В то время, когда я прибыл в Евр гостиницу (ровно в 3 часа), то швейцар сообщил мне прямо, что Вас нет дома, что Вы выехали. Отдавая билетик мой, я еще раз задал вопрос — и он снова ответил мне то же самое. Наконец, уходя, никак не доверяя словам швейцара, задал вопрос его в третий раз, настоятельно: не совершил ошибку ли он? И он в третий раз и уже с грубостию ответил мне: Сообщено, что нет, значит нет. — Всё это пишу в таковой подробности, чтобы Вы не поразмыслили как-нибудь, что я узнал неосторожно, поверил первому слову и т. д. Сожалею очень, что именно во вторник я совсем целый сутки не принадлежу себе, а потому Вашим хорошим и любезным приглашением воспользоваться никак не могу. К тому же нахожусь в нравственной тревоге: всю эту семь дней я буду занят всевышний знает чем — выездами, повторениями чтений и проч., в то время как нужно писать и писать и готовить обещанное к сроку. Но не могу и представить себе, чтобы мы с Вами еще раз не увиделись. Верьте искренности моих эмоций и моей к Вам преданности, равно как и глубочайшего уважения — Ваш всегдашний слуга

Ф. Достоевский.

На конверте: Ее превосходительству Ольге Алексеевне Новиковой. Европейская Гостиница № кв. 113. Михайловская улица)

774. В. Ф. ПУЦЫКОВИЧУ
12 марта 1879. Санкт-Петербург

Санкт-Петербург. 12 марта/79.

Уважаемый Виктор Феофилович,

День назад взял Ваше письмо. Вы в скверном размещении духа, не давайте себя убивать событиями. Поверьте, что всё перемелется — мука будет. То, что Вы пишете на счет Михаила Никифоровича, кроме того и поразительно. Тут что-нибудь второе, какое-нибудь недоразумение. В случае, если б он раздумал и не захотел принять Ваших просьб либо предложений, то так бы и известил Вас, а не уклонялся бы. — А потому до разъяснения дела запрещено ничего сообщить.

Братья Карамазовы создают тут фурор — и во дворце, и в публике, и в публичных чтениях, что, но, заметите из газет (Голос, Молва и проч.). До свидания, тороплюсь плохо, потому что весьма занят. Попытайтесь узнать ответ от М Нча. Сейчас, само собой разумеется, возможно, не так долго осталось ждать воротитесь. В случае, если получите от Петрова и в случае, если эти деньги имели возможность бы Вам послужить (для выезда), то располагайте ими, могу Вас ими ссудить на время.

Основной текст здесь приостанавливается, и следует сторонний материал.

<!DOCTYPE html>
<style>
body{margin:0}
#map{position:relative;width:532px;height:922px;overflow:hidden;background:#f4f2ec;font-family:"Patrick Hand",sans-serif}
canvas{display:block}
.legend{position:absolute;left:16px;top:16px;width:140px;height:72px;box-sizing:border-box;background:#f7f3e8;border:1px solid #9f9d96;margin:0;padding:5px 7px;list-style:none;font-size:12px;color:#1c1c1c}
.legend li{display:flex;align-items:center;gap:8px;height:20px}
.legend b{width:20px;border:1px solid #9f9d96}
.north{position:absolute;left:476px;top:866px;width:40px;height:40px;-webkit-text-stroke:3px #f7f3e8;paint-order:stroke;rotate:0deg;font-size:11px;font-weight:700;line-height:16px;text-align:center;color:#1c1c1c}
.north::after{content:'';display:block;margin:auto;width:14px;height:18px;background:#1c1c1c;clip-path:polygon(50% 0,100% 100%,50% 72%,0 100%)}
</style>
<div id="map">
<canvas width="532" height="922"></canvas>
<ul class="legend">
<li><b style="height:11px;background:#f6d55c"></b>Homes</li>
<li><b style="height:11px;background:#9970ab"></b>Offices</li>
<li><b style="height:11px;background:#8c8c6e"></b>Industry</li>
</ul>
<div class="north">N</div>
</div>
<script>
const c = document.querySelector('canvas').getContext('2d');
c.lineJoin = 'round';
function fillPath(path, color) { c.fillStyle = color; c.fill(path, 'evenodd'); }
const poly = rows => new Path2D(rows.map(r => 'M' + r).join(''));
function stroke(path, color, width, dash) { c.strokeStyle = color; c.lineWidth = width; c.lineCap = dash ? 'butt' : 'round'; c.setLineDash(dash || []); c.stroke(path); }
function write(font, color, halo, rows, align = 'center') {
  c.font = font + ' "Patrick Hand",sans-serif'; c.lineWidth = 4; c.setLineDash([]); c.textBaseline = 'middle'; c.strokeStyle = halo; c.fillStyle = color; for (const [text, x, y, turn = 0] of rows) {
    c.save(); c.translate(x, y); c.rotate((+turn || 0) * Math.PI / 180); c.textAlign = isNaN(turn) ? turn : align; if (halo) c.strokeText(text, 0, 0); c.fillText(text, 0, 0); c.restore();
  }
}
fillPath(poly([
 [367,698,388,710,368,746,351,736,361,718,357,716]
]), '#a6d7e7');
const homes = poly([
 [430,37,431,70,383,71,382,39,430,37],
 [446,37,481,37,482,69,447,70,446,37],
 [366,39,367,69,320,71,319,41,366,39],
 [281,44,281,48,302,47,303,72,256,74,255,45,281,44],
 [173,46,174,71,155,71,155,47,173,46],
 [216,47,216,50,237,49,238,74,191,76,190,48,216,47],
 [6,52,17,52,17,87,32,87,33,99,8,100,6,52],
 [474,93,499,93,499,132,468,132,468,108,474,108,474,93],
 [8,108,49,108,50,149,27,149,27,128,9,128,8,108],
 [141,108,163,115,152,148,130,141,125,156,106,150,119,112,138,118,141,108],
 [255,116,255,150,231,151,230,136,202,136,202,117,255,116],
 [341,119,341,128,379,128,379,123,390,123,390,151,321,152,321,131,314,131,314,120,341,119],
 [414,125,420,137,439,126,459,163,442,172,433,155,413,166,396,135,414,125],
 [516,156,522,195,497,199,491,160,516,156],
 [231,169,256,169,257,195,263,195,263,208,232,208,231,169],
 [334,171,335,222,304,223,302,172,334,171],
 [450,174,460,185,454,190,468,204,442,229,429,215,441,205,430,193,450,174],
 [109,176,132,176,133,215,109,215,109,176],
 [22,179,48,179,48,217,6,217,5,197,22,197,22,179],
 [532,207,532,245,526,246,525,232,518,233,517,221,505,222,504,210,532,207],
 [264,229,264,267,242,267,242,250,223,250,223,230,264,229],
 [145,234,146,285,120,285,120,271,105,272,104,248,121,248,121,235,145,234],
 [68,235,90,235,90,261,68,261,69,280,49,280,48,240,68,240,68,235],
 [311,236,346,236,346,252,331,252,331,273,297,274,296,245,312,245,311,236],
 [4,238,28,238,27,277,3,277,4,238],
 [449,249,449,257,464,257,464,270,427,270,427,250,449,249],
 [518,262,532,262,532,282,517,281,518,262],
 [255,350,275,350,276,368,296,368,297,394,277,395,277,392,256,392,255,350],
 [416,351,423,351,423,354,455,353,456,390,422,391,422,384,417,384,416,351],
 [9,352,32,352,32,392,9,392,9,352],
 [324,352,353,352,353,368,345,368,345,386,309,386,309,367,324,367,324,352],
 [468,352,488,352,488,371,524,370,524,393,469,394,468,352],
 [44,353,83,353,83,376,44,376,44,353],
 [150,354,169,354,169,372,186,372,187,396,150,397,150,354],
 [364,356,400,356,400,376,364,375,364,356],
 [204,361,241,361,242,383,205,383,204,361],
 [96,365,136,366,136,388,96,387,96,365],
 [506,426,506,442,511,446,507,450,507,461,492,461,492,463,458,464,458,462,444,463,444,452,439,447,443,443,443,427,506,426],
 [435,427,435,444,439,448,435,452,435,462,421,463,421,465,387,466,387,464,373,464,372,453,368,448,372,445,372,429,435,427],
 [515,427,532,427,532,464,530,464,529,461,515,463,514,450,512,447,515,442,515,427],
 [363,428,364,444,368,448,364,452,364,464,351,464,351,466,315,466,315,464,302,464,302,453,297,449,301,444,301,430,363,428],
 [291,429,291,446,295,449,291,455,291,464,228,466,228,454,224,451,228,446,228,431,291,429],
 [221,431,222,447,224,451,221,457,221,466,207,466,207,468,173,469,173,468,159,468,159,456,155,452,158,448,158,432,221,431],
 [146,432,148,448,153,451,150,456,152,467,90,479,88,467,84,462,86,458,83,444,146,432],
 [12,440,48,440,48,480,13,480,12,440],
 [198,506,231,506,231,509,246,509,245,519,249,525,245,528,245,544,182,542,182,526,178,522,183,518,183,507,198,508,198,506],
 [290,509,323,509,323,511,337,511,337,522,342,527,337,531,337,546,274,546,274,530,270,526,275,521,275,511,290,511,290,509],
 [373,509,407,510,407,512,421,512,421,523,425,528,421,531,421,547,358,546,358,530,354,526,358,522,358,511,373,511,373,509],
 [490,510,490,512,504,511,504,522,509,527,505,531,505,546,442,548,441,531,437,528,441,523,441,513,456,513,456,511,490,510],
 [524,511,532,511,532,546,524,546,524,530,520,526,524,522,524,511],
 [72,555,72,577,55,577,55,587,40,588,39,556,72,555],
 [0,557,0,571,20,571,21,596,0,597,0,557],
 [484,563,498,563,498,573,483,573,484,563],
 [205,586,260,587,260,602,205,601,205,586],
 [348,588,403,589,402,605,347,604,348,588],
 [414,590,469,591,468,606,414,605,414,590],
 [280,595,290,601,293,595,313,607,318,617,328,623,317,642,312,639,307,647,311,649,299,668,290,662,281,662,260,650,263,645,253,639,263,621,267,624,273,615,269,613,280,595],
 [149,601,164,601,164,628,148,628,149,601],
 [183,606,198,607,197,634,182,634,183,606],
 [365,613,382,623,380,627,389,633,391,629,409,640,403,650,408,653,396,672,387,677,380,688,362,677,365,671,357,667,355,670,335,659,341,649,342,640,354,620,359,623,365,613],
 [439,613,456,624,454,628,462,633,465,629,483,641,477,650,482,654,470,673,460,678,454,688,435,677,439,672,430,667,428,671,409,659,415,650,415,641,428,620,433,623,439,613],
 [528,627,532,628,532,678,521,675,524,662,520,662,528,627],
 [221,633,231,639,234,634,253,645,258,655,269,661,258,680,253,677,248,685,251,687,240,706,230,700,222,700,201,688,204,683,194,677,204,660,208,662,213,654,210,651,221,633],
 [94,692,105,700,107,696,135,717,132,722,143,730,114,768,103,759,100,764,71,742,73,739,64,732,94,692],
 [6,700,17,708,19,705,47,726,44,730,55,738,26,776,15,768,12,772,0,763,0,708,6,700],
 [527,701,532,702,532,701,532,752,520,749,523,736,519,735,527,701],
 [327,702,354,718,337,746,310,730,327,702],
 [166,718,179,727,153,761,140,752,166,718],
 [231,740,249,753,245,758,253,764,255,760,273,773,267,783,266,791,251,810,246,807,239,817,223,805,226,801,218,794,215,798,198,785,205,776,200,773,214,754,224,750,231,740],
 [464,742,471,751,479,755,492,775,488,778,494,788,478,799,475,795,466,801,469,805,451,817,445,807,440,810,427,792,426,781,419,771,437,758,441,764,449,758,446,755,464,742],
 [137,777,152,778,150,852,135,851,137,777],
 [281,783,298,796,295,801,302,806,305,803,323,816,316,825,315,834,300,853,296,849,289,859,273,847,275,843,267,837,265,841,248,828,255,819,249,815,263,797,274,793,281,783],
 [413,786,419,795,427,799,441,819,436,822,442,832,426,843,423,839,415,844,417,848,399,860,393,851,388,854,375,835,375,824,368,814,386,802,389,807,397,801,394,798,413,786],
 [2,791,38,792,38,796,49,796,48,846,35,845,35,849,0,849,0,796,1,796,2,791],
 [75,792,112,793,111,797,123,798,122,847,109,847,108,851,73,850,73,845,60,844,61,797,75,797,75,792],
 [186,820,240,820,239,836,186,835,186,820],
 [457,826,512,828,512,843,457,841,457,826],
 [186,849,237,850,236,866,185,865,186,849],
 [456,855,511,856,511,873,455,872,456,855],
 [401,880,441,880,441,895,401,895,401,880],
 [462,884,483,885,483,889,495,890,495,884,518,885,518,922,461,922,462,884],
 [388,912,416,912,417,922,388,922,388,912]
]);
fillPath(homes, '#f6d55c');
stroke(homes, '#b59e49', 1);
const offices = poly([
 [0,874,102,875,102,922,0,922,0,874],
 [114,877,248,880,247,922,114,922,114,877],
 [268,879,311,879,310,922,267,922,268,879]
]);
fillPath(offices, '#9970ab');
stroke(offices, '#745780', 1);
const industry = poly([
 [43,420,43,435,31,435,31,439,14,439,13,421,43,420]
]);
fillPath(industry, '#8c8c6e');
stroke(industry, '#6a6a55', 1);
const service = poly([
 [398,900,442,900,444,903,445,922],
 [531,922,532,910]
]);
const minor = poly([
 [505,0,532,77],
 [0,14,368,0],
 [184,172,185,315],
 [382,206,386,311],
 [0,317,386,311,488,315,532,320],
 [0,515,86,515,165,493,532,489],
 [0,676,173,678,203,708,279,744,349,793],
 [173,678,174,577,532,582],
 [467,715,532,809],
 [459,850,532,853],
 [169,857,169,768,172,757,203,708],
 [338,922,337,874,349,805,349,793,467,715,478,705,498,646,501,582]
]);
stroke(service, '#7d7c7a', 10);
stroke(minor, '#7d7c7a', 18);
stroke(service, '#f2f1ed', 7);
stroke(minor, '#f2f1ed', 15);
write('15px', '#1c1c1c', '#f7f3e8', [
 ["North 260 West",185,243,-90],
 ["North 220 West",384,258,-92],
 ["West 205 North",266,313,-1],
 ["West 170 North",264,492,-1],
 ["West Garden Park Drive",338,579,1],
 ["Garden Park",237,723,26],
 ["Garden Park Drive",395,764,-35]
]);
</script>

Вам совсем преданный

Ф. Достоевский.

775. К. К. РОМАНОВУ
15 марта 1879. Санкт-Петербург

Ваше императорское высочество,

Я в высшей степени несчастен, будучи поставлен в идеальную невозможность выполнить желание Ваше и воспользоваться столь лестным для меня предложением Вашим. на следующий день, в пятницу, 16 марта, в 8 часов вечера, как специально, назначено чтение в пользу Литературного фонда.

Билеты были разобраны публикою все еще прежде объявления в газетах, и в случае, если б я не имел возможности явиться просматривать заявленное в программе чтения соучредителями фонда, то они, из-за моего отказа, принуждены бы были воротить публике и деньги.

Повторяю Вам, Ваше высочество, что ощущаю себя совсем несчастным. Я со счастьем думал и припоминал всё это время о Вашем приглашении прибыть к Вам, высказанное мне у его императорского высочества Сергея Александровича, и вот досадный случай приготовил еще такое горе! Простите и не осудите меня. Примите благосклонно выражение тёплых эмоций моих, а я остаюсь всегда и беспредельно преданный Вашему императорскому высочеству покорный и всегдашний слуга Ваш

Федор Достоевский.

15 марта/79.

776. К. К. РОМАНОВУ
21 марта 1879. Санкт-Петербург

Ваше императорское высочество,

на следующий день в 9 1/2 часов буду иметь счастье явиться на зов Вашего высочества.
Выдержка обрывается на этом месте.